土壤含水量对植物地上和地下部分的氮以及磷含量起主导作用(图4),并且都为负效应(图3)。这表明,随着土壤水分胁迫的加剧,植物的氮和磷含量更高。土壤水分,尤其在水分胁迫的沙化地区,影响植物对土壤养分的吸收,进一步影响植物物质合成与代谢进而改变植物对氮以及磷的利用策略[14,71],即水分是调节生态系统养分功能的重要驱动力。随着土壤水分的胁迫和土壤养分的匮乏,植物会积累更多的氮和磷等营养元素,这是植物保守适应策略的体现,例如:面临干旱、蒸发量大的不利环境,植物冠层要吸收更多的氮和磷以维持生理平衡[72],蒸发加剧也会让根生成更多的含氮转运蛋白,来为地上部分的新陈代谢输送养分[73-74];植物在贫瘠环境下,为防止自身养分流失而加强对养分的汲取能力[75],进行养分的重吸收,还有可能是提高根与土壤营养元素的螯合作用来积累更多养分[57,56]。从另一角度看,随着土壤水含量的降低,土壤中氮和磷等营养元素的可移动性会降低,减弱了微生物活性及植物-微生物-土壤的养分循环,不利于土壤有机质的分解矿化,植物更难均衡吸收土壤养分元素[76]。
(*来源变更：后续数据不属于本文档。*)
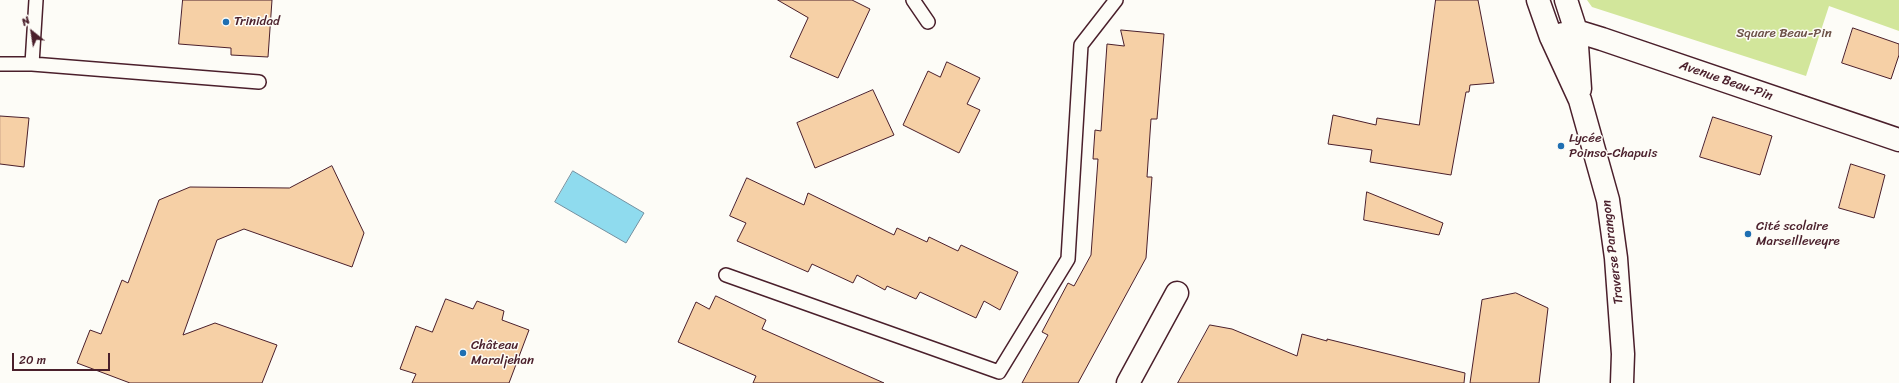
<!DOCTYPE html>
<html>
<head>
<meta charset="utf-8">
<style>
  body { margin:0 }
  #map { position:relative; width:1899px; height:383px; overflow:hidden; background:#fdfcf7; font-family:Sriracha,sans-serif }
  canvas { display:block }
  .north { position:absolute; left:12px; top:12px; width:40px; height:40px; -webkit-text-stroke:3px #fdfcf7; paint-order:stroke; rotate:330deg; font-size:11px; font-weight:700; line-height:16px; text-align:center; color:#4a1f2b }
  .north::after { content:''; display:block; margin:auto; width:14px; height:18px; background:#4a1f2b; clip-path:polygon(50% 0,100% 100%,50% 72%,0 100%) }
  .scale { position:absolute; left:12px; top:353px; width:98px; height:18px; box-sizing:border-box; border:2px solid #4a1f2b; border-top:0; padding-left:5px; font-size:12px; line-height:14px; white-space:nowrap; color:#4a1f2b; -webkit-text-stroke:3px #fdfcf7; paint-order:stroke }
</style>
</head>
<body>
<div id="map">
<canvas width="1899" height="383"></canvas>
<div class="north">N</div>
<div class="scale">20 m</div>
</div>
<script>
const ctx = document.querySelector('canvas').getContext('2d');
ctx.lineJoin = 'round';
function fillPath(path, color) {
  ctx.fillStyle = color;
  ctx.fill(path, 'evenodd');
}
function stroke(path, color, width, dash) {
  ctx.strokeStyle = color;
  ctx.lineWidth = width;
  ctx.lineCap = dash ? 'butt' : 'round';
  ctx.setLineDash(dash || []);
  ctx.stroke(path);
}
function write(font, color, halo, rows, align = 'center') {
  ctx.font = font + ' Sriracha,sans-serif';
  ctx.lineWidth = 3;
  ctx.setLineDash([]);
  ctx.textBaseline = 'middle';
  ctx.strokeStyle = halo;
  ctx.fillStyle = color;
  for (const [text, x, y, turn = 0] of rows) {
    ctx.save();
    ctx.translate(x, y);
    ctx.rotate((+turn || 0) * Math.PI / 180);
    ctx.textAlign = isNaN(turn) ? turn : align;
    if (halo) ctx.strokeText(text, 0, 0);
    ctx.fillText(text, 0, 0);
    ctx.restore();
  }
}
fillPath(new Path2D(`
  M1587,0H1899V31L1829,6L1806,76L1592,7Z`), '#d2e69b');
const water = new Path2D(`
  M573,171L644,213L626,243L555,202Z`);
fillPath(water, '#8fdbee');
stroke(water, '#7390a0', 1);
const building = new Path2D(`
  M183,0H272L268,57L231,55V48L179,44Z
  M778,0H852L870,9L838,78L790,57L808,18Z
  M1436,0H1478L1494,83L1470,85L1469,92H1466L1451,175L1370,162L1372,150L1328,144L1333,115L1376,125L1377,118L1419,125Z
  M1853,28L1899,44V55L1891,79L1842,63Z
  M1121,30L1164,34L1157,119H1151L1147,177H1152L1146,258L1078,383H1022L1048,335L1042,332L1068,283L1074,286L1091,255L1098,159H1093L1095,130L1101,131L1107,44L1124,46Z
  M947,62L980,78L967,104L980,110L959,153L903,125L928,71L940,77Z
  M873,90L894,135L815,168L797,123Z
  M0,116L29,118L24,167L0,164Z
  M1713,117L1772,136L1760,175L1700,157Z
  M1851,164L1885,175L1874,218L1839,208Z
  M332,166L364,233L352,267L244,229L217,240L183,335L215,323L277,345L262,383H130L77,363L90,330L101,334L122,280L128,283L159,200L190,187L289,188Z
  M747,178L804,205L808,193L894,235L897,228L927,242L929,237L958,251L961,245L1018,272L1000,310L984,301L976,318L920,292L916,299L887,286L885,290L857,275L853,283L812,264L808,272L737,241L746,223L730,216Z
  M1367,192L1443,223L1439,235L1364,220Z
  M1516,293L1548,308L1539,383H1470L1482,300Z
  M716,296L766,320L762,329L884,383H753L756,376L678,342L696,302L709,309Z
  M446,299L473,309L477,301L504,311L502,320L529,330L509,383H412L416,374L400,369L416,326L432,332Z
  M1210,325L1232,329L1297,356L1302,334L1327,341V339L1465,373L1464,383H1178Z`);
fillPath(building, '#f6d0a6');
stroke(building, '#4a1f2b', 1);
const service = new Path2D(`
  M913,0L928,22
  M0,64H32L259,82
  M32,64L36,0
  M726,275L999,372L1068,259L1081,45L1116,0`);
const minor = new Path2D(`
  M1538,0L1551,37L1580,100L1608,200L1616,258L1623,354L1622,383
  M1566,0L1576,31L1580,89
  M1551,37L1576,31L1602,39L1899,140
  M1128,383L1177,293`);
stroke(service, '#4a1f2b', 16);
stroke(minor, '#4a1f2b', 25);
stroke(service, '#fdfcf7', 13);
stroke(minor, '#fdfcf7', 22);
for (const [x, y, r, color] of [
  [226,22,4,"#1f6fb2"],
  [1561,146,4,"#1f6fb2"],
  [1748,234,4,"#1f6fb2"],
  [463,353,4,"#1f6fb2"]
]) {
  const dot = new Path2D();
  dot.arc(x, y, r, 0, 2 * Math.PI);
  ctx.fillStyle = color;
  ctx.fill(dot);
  stroke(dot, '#fdfcf7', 1.5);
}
write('13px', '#4a1f2b', '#fdfcf7', [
  ["Trinidad",234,22],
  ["Lycée",1569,139],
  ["Poinso-Chapuis",1569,154],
  ["Cité scolaire",1756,227],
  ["Marseilleveyre",1756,242],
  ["Château",471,346],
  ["Maraljehan",471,361]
], 'left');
write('13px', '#6c5147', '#fdfcf7', [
  ["Square Beau-Pin",1784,34]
]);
write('13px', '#4a1f2b', '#fdfcf7', [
  ["Avenue Beau-Pin",1726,81,19],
  ["Traverse Parangon",1613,252,-97]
]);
</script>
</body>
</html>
植物地上部分的氮磷比与土壤氮磷比呈紧密正相关关系(图3),这可能与植物地上部分受强烈氮限制有关,根据最小因子定律:植物会对限制性最强的因子相对有最强的响应[77]。随着土壤氮磷比的增加,土壤中氮含量的增加有利于植物吸收更多的氮元素,导致植物氮磷比增加。与此同时,植物地下部分的氮磷比与土壤碳氮比之间有较明显的正相关(图3),原因是土壤碳氮比(该指标用于表征土壤微生物胞外酶分解矿化有机质的强度)越大,其微生物分解矿化作用越弱[27],表明微生物对养分的需求变少,进而使得植物-微生物之间的竞争关系得到改善,让植物地下部分相对吸收更多的氮等土壤养分。
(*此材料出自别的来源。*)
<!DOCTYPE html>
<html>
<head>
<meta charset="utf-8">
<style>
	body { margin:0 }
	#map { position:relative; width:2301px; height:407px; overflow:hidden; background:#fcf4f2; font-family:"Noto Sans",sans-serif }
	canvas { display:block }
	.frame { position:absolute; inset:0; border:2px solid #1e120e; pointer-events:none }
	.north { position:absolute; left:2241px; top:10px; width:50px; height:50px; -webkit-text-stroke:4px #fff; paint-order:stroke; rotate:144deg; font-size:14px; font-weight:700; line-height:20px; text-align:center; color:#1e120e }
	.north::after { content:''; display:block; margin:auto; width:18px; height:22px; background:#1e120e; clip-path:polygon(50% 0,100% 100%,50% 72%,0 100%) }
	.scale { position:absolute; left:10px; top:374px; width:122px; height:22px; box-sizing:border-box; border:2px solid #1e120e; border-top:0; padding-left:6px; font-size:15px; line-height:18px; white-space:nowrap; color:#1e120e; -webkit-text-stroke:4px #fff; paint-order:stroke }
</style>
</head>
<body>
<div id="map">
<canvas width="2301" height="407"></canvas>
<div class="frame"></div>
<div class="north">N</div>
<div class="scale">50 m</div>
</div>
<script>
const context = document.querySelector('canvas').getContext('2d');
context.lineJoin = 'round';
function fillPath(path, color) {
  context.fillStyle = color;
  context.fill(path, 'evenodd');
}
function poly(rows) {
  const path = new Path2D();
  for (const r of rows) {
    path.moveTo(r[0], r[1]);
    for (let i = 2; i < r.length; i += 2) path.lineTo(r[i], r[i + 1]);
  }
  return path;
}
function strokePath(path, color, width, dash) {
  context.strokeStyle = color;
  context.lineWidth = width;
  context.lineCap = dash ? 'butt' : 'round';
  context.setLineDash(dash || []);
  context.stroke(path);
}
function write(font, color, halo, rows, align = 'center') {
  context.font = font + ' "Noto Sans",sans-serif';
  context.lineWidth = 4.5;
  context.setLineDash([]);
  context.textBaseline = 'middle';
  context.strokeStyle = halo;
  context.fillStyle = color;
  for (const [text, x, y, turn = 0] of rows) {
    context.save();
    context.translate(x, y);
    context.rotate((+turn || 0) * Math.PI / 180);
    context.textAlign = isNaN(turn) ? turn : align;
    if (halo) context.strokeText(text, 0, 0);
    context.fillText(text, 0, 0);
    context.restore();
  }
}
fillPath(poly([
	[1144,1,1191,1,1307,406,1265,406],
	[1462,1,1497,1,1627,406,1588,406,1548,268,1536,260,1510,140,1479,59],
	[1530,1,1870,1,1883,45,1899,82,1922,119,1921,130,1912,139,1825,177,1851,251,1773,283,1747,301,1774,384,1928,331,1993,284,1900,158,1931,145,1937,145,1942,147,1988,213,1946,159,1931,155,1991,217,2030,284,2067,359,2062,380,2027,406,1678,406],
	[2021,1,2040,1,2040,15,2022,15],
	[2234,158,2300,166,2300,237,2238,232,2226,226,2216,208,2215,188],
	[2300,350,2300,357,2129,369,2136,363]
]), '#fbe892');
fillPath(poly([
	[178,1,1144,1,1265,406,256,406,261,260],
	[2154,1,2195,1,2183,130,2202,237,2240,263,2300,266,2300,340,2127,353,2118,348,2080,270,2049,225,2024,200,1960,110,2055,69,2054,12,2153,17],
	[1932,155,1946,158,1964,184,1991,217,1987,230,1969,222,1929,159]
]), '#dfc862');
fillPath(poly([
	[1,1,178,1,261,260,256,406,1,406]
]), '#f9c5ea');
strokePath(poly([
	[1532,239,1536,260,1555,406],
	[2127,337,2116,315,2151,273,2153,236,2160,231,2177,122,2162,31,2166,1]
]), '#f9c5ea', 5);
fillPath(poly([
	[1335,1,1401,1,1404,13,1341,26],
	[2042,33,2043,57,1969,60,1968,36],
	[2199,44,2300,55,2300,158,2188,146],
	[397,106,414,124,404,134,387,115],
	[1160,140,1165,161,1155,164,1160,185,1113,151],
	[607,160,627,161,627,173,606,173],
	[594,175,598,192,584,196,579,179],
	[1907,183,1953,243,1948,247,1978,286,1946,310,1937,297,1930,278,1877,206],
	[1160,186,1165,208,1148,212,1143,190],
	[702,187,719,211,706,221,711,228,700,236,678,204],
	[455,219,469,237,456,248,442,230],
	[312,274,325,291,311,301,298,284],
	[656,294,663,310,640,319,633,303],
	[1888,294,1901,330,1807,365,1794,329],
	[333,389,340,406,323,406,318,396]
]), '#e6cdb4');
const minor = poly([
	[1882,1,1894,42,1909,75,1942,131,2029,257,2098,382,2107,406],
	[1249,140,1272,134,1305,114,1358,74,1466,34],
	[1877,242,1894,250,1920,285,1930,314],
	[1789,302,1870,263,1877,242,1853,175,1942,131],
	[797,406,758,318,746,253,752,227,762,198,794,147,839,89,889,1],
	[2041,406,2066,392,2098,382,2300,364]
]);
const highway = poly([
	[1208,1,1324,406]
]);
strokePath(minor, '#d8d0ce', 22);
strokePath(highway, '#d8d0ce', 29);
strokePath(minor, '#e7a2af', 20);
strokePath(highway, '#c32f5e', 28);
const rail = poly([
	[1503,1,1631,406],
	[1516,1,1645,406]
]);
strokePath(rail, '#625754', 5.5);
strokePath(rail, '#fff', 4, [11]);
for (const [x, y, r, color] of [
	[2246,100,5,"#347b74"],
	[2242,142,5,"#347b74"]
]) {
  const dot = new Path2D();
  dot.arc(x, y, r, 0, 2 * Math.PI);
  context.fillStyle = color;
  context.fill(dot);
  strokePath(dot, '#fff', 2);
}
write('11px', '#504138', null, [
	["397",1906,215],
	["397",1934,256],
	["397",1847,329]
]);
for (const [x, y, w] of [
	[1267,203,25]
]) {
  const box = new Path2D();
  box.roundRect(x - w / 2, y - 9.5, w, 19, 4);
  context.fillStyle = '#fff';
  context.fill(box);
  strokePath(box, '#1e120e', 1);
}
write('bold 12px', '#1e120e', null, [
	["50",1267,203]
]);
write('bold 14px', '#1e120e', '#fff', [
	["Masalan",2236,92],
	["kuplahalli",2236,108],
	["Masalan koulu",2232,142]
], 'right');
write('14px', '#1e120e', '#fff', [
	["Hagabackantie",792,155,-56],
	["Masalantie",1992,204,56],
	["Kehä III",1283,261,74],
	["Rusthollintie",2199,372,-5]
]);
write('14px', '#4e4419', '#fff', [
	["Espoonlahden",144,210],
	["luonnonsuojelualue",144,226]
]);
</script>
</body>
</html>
本研究对退化草地生态恢复与管理具有重要的指示作用。研究区沙化草甸植物氮和磷之间紧密的耦合关系丧失,氮磷化学计量内稳态被打破,说明草地退化改变了植物群落的营养分配模式,使稳态失调[38,78]。而施肥作为退化草地恢复的重要手段之一,其本质就是根据退化草地的土壤营养状况,因地制宜调整土壤营养,进而调节植物生长。因此,可以利用施肥改变土壤养分元素浓度进而调节植物的元素含量及其化学计量平衡[78-79],通过调节退化草地植物氮磷比平衡促进植物生长[79-80]。

4 结论

本研究分析了青藏高原若尔盖地区沙化草地植物氮磷含量、氮磷比特征及其关键响应因子。结果表明:草地退化导致植物水分、养分胁迫加剧,使得植物地上、地下部分营养元素发生响应变化和分配差异,其中植物地上部分氮含量和氮磷比整体显著低于地下部分,随着沙化程度的加剧,植物地上和地下部分的氮含量呈先升高后下降的趋势,而磷含量没有明显的变化趋势;在沙化胁迫下,植物氮、磷元素之间几乎没有相关性,植物氮–磷耦合协同关系变弱;此外,土壤含水量是影响植物氮、磷营养元素含量的主导因素,土壤含水量与植物氮、磷元素含量之间为负相关,表明植物面对水分胁迫会提高自己的营养元素含量以应对资源缺乏,体现了植物的保护自我策略。植物氮磷元素特征是植物在恶劣环境下维持生存的策略体现,本研究希望为高寒退化草地生态恢复、管理和可持续发展提供基础理论依据和参考。